In 1992, Sakamoto composed the music for the opening ceremony of the Barcelona Olympics. He would spend the rest of the decade prolifically writing music, working with musicians from around the globe in numerous diverse genres as well as writing scores for Oliver Stone’s ABC miniseries Wild Palms (1993) and Brian de Palma’s Snake Eyes (1998).
In 1999, he improbably topped the Japanese singles charts with a tune from his BTTB album that had been used in a popular energy drink TV commercial. The song, Energy Flow, was the first instrumental to reach No. 1 in Japan.
A longtime political activist, he campaigned against nuclear power and weapons, leading a movement against a uranium and plutonium processing plant in Japan. After the Fukushima meltdowns of 2011, he was a prominent voice in the ensuing anti-nuclear protests.
Sakamoto had a short-lived marriage in his student days, from which a daughter was born, and then married Akiko Yano in 1982. The marriage to Yano, herself an accomplished musician, lasted until they separated in 1992, though they didn’t official divorce until 2006. Their daughter, Miu Sakamoto, became a successful pop singer in Japan.
He began a relationship with his manager Norika Sora in 1990, and they married and had two children.
Diagnosed with Stage 3 throat cancer in June 2014, he was forced to take the first significant break in his career. A little more than a year later, he announced that he had recovered and would work on veteran director Yoji Yamada’s Living With My Mother, which would be Japan’s foreign language entry for the Oscars. That year, he also scored Alejandro González Iñárritu’s The Revenant, receiving Globe, Grammy and BAFTA nominations.

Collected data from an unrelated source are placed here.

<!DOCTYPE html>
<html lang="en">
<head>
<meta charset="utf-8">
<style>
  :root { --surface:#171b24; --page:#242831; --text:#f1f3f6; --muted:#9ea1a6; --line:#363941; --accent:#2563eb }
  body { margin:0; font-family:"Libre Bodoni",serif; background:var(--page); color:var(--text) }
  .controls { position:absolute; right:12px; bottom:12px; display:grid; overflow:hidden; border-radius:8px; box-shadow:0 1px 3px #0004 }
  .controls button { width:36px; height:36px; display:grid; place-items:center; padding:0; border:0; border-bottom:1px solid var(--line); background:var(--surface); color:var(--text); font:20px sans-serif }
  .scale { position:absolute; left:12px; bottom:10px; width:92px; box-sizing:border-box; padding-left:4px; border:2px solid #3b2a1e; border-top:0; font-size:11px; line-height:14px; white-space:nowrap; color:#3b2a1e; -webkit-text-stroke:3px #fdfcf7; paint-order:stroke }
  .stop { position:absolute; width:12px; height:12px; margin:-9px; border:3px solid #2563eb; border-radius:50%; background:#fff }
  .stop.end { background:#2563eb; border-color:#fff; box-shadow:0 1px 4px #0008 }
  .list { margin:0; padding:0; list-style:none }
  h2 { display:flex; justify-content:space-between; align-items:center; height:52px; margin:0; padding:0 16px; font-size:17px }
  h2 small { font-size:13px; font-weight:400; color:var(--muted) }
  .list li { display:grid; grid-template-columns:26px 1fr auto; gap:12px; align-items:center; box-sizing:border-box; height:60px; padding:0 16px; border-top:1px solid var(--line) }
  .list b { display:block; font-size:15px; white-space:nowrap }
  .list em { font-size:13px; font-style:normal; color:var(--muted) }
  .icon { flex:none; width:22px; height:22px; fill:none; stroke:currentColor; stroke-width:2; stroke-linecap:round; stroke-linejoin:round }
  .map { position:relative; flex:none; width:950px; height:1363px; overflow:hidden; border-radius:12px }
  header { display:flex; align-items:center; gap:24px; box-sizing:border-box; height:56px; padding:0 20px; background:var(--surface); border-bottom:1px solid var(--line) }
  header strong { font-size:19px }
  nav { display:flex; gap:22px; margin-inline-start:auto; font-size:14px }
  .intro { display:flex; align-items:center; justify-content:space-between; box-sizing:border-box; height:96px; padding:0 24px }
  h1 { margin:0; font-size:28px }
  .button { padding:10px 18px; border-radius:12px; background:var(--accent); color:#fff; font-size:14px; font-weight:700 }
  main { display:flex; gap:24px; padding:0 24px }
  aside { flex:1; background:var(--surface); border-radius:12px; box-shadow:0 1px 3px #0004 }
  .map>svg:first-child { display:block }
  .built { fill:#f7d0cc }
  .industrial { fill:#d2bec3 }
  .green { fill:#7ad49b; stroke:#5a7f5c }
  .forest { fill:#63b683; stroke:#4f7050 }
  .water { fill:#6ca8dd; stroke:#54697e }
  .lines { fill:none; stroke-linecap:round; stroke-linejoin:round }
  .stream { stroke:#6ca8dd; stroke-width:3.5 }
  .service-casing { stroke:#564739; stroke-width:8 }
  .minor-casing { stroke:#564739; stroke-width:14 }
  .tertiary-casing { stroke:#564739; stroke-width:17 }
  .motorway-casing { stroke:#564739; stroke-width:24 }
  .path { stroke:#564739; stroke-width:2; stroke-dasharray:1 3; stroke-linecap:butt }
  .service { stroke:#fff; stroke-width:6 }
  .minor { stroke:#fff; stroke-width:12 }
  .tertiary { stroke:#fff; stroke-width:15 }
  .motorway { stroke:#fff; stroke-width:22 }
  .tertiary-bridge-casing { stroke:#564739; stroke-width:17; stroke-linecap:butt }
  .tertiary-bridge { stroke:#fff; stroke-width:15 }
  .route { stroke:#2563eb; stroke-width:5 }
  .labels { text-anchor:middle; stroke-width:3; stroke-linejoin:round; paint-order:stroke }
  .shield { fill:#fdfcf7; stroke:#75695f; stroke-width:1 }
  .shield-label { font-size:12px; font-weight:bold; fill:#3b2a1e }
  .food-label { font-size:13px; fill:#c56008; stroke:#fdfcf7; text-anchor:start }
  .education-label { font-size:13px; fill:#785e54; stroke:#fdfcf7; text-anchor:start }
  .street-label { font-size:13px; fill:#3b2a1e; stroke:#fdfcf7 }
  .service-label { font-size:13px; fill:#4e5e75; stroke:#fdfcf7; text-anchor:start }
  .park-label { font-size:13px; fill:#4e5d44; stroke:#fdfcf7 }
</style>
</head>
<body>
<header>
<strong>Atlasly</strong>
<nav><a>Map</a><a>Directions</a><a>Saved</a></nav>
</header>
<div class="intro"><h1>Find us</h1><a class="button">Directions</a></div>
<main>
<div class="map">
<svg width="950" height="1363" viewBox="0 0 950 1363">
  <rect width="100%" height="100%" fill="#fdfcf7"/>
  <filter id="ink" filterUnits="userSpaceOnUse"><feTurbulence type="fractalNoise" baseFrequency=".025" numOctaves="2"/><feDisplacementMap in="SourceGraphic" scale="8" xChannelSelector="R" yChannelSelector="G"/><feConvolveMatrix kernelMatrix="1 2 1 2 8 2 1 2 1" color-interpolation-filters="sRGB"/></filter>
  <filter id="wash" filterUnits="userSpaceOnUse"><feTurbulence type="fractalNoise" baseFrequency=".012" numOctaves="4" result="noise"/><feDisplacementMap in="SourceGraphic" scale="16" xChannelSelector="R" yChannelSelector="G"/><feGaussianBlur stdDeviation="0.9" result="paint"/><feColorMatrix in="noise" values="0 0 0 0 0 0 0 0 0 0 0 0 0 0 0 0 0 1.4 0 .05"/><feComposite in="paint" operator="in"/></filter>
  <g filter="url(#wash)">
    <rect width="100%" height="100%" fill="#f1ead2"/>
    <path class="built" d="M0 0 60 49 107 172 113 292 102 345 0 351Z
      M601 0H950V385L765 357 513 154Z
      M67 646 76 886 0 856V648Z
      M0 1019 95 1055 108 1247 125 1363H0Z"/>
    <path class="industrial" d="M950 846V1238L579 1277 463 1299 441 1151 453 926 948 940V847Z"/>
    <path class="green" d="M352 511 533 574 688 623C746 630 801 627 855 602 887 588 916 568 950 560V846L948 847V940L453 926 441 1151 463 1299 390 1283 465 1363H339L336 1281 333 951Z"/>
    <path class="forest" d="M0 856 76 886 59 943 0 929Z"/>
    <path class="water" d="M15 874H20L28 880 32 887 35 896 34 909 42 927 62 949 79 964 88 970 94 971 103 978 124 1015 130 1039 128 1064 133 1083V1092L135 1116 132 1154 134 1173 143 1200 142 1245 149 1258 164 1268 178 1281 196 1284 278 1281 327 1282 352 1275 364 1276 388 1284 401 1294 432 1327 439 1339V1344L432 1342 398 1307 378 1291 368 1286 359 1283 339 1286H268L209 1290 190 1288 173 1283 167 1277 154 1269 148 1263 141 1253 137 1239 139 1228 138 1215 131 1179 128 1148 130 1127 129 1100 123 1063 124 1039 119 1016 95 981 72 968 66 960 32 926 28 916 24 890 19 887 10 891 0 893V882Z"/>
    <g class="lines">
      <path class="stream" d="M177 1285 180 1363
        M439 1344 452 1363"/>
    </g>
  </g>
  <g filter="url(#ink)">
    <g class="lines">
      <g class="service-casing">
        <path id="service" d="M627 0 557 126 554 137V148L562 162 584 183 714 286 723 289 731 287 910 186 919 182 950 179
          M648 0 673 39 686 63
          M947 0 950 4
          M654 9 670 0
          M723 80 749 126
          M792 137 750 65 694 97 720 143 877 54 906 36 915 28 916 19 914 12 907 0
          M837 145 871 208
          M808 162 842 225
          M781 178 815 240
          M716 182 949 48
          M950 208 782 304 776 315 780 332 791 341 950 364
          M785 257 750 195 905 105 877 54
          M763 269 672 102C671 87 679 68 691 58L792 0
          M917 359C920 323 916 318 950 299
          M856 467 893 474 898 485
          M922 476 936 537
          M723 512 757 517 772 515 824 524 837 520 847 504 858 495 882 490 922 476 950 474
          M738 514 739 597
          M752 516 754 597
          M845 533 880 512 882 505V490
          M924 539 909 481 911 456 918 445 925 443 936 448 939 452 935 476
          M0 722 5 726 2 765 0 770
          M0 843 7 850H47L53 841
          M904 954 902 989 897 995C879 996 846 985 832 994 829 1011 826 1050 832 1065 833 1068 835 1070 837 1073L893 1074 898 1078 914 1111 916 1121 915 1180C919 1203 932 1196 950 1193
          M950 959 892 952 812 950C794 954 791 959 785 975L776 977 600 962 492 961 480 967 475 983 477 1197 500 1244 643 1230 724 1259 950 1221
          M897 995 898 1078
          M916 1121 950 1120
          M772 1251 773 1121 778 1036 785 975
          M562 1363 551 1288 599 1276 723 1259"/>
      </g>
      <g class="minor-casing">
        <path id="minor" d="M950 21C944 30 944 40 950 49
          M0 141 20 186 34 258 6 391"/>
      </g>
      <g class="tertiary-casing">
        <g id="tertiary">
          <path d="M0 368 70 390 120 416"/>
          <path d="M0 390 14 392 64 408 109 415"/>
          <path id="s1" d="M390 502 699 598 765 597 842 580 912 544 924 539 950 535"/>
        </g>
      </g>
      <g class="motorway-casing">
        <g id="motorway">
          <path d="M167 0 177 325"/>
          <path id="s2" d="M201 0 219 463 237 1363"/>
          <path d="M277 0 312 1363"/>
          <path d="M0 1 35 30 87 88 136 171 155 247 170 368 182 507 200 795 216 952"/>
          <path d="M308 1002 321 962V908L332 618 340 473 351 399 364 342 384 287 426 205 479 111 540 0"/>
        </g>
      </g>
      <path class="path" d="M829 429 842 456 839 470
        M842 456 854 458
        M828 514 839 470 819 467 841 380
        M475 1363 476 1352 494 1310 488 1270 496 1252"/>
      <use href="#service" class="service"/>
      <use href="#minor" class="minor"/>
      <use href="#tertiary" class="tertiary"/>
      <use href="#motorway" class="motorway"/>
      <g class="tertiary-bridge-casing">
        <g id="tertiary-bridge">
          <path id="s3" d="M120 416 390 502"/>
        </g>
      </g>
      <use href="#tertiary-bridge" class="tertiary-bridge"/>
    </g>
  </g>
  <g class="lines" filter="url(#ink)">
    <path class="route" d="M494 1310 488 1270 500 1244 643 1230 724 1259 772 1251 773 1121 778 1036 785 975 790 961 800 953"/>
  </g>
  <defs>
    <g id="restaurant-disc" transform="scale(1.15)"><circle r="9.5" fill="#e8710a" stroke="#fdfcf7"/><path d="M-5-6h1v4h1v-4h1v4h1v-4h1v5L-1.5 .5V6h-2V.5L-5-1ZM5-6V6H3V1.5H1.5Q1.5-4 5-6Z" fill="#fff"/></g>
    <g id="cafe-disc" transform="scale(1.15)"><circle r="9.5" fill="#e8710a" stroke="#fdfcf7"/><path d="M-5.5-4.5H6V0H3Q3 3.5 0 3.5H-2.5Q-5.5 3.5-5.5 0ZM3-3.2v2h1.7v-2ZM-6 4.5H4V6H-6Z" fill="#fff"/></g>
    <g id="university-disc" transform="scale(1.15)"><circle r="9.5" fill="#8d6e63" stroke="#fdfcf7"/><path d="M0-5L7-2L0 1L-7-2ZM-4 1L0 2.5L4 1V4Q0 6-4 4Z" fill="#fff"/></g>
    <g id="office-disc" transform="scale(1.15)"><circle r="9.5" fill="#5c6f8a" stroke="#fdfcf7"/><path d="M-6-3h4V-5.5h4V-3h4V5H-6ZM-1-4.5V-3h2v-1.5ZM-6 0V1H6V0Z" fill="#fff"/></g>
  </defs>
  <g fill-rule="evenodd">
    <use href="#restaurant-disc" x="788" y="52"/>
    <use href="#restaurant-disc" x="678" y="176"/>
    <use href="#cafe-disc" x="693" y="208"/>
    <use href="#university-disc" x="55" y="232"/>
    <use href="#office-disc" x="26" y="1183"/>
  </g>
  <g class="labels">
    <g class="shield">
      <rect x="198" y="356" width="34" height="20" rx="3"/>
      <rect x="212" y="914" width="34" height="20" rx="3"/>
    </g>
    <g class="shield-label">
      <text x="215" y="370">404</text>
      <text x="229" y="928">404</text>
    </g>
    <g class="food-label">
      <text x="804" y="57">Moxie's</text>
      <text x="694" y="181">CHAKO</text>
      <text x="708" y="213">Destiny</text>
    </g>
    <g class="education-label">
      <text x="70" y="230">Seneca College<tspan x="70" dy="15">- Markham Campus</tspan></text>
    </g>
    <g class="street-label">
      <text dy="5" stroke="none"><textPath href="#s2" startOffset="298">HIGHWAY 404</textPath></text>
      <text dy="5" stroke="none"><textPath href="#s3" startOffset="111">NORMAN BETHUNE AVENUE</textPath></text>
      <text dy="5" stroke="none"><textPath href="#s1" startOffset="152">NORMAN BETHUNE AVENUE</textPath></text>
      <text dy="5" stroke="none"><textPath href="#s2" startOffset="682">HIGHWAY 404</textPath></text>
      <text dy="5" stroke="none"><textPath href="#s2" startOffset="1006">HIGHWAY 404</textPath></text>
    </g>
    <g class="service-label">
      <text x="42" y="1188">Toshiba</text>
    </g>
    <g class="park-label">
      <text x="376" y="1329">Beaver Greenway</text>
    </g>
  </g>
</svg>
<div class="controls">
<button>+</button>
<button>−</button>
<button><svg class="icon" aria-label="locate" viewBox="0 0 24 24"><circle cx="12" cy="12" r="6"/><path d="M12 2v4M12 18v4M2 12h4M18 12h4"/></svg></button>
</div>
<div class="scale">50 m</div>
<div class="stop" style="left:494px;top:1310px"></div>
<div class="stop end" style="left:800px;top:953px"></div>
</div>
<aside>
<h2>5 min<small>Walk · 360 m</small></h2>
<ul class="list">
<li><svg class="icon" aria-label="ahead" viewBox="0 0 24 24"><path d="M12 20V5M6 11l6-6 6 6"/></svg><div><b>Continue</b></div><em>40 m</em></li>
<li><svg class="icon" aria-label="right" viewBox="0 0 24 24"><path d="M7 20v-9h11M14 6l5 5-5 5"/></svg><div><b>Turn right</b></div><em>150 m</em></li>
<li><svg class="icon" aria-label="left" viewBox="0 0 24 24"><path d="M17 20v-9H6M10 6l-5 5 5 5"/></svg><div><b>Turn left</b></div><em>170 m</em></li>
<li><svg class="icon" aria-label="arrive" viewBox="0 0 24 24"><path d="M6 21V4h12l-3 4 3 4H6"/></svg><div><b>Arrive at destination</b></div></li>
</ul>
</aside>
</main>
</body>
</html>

Sakamoto served on the jury at the Berlin Film Festival in 2018 and was awarded Asian Filmmaker of the Year by Busan film festival a few months later.
In summer 2018, it emerged that Sakamoto had found the music so bad at his favorite Japanese restaurant in Manhattan (he had long divided his time between Tokyo and New York) that he contacted the chef and offered to create a playlist. He went on to do the same for a new bar and restaurant the chef opened, without payment or fanfare.